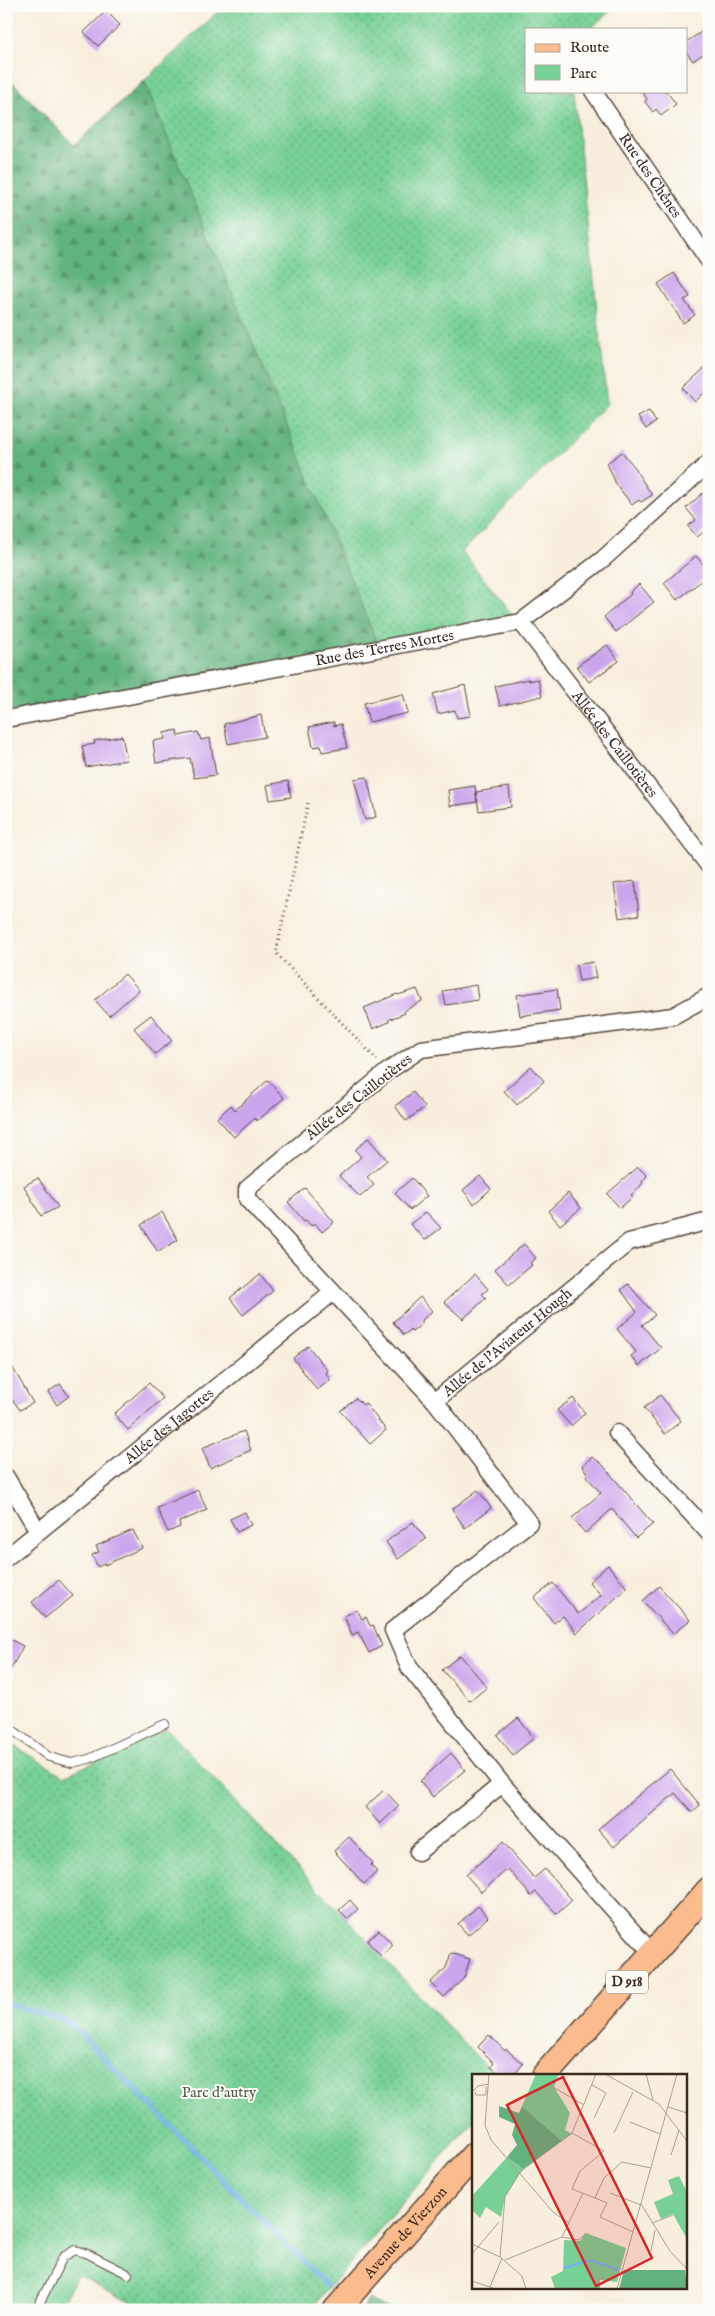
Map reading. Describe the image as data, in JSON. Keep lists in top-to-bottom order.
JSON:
{
  "streets": {
    "main road": ["D 918", "Avenue de Vierzon"],
    "street": [
      "Rue des Chênes",
      "Rue des Terres Mortes",
      "Allée des Caillotières",
      "Allée de l'Aviateur Hough",
      "Allée des Jagottes"
    ]
  },
  "crossings": [
    ["Rue des Terres Mortes", "Allée des Caillotières"],
    ["Allée des Caillotières", "Allée de l'Aviateur Hough"],
    ["Allée des Caillotières", "Allée des Jagottes"],
    ["Allée de l'Aviateur Hough", "Allée des Jagottes"]
  ],
  "parks": ["Parc d'autry"],
  "legend": ["Route", "Parc"]
}
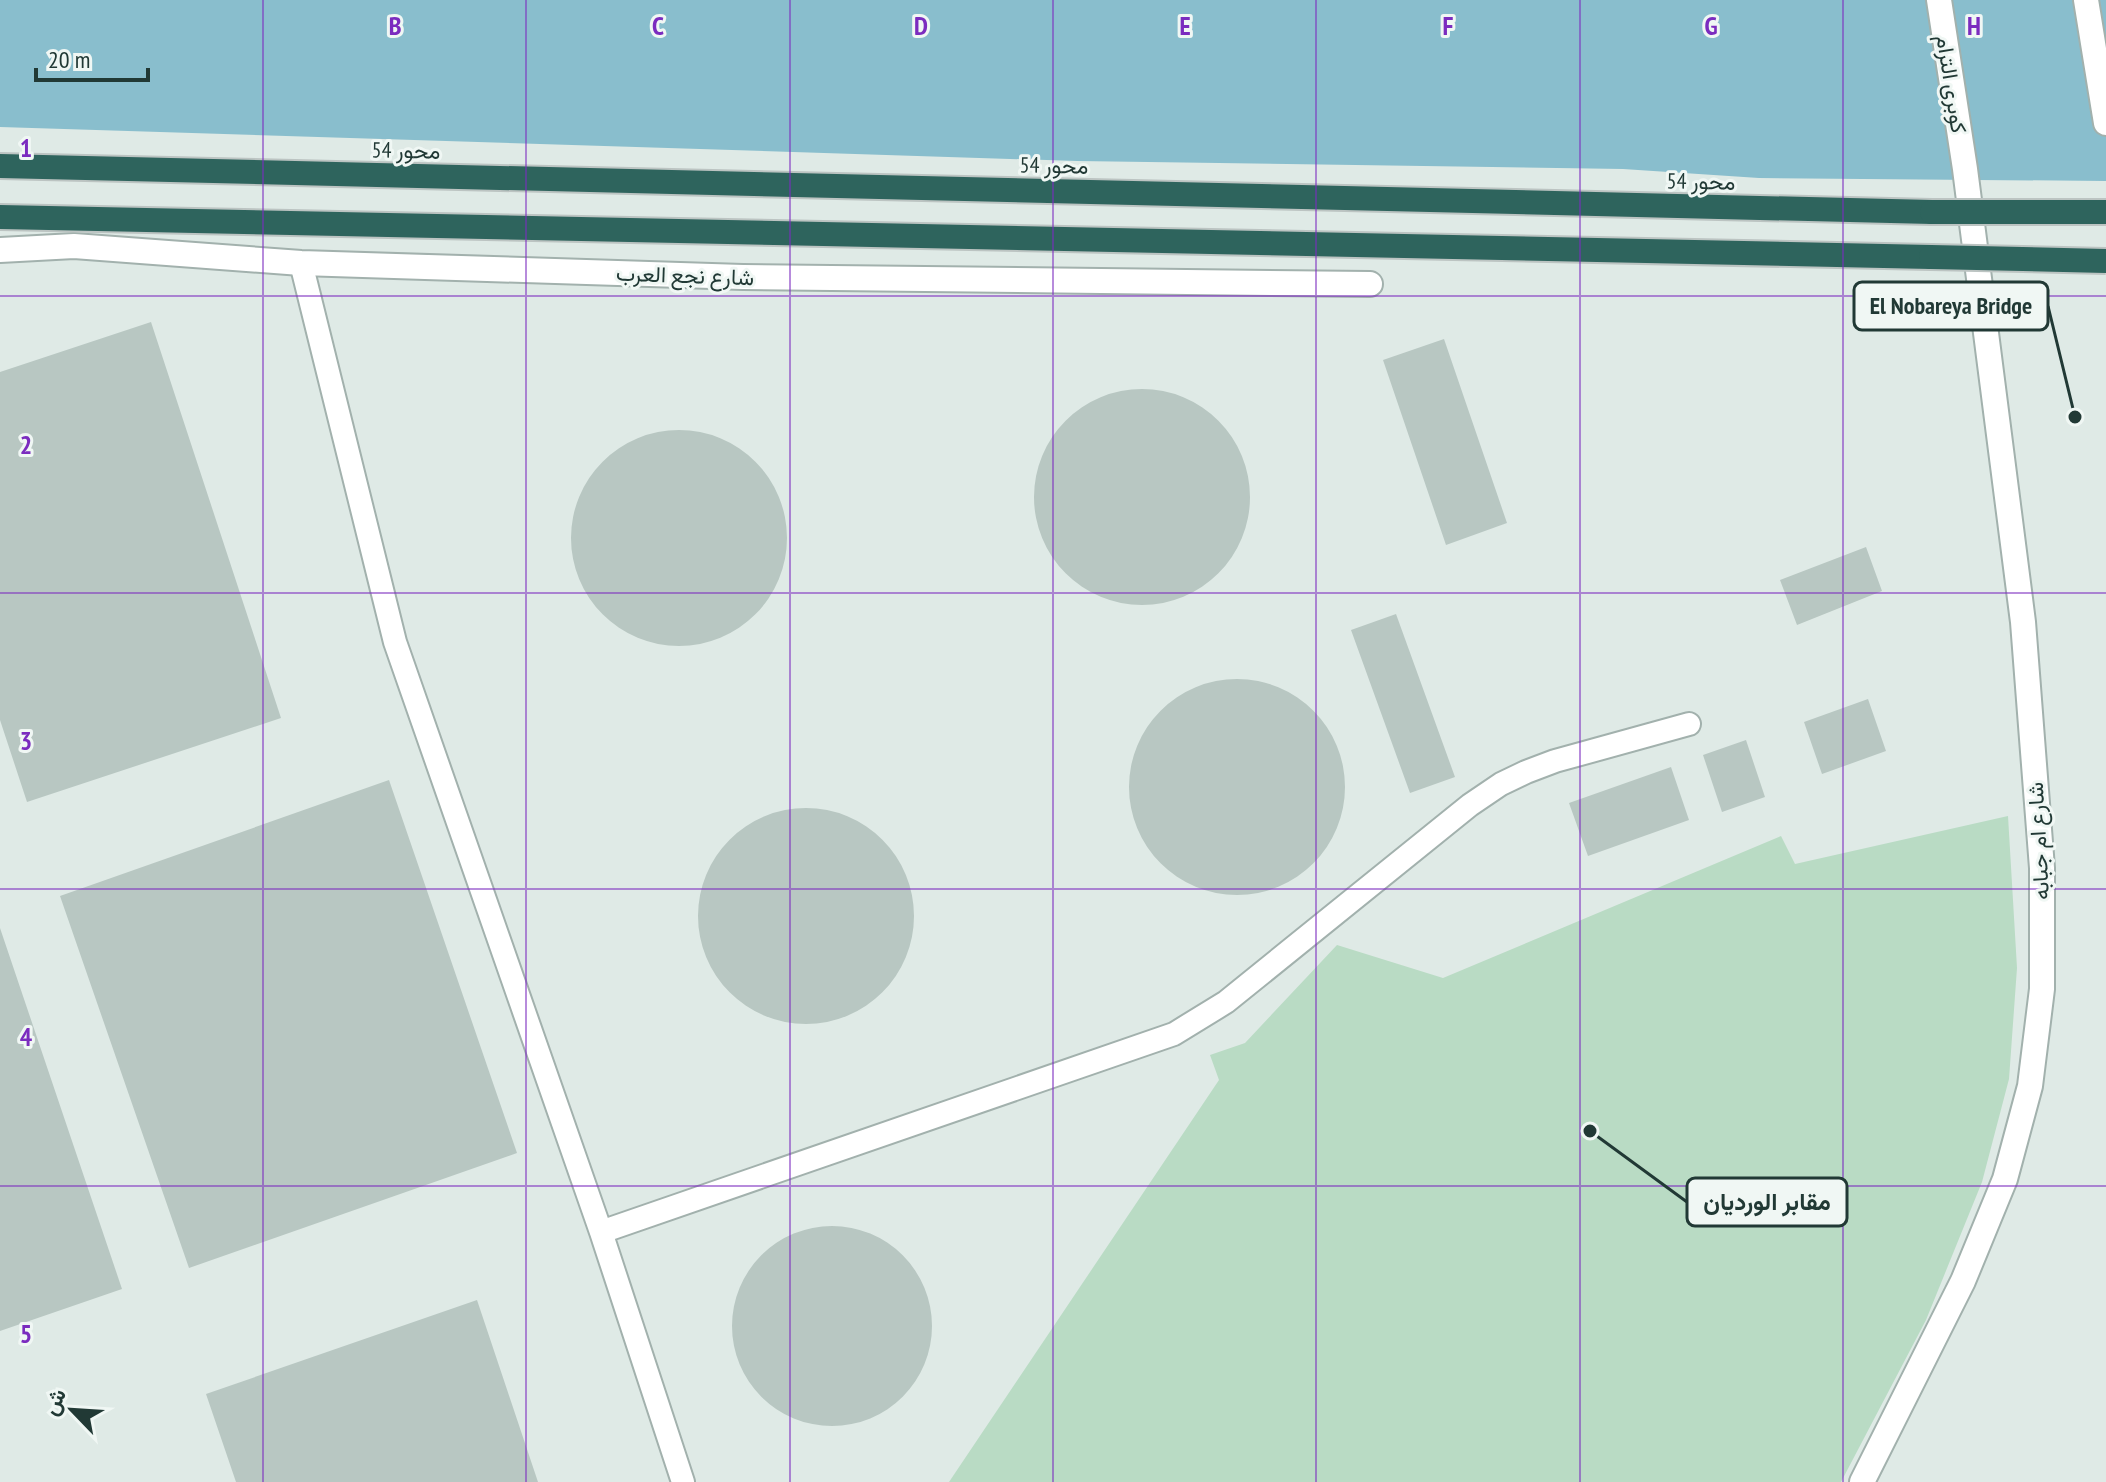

======

What you are asked to do
The data above must be reproduced exactly, without any of its pictures.

Task output
Map reading. Describe the image as data, in JSON. Keep lists in top-to-bottom order.
JSON:
{
  "streets": {
    "main road": ["D 918", "Avenue de Vierzon"],
    "street": [
      "Rue des Chênes",
      "Rue des Terres Mortes",
      "Allée des Caillotières",
      "Allée de l'Aviateur Hough",
      "Allée des Jagottes"
    ]
  },
  "crossings": [
    ["Rue des Terres Mortes", "Allée des Caillotières"],
    ["Allée des Caillotières", "Allée de l'Aviateur Hough"],
    ["Allée des Caillotières", "Allée des Jagottes"],
    ["Allée de l'Aviateur Hough", "Allée des Jagottes"]
  ],
  "parks": ["Parc d'autry"],
  "legend": ["Route", "Parc"]
}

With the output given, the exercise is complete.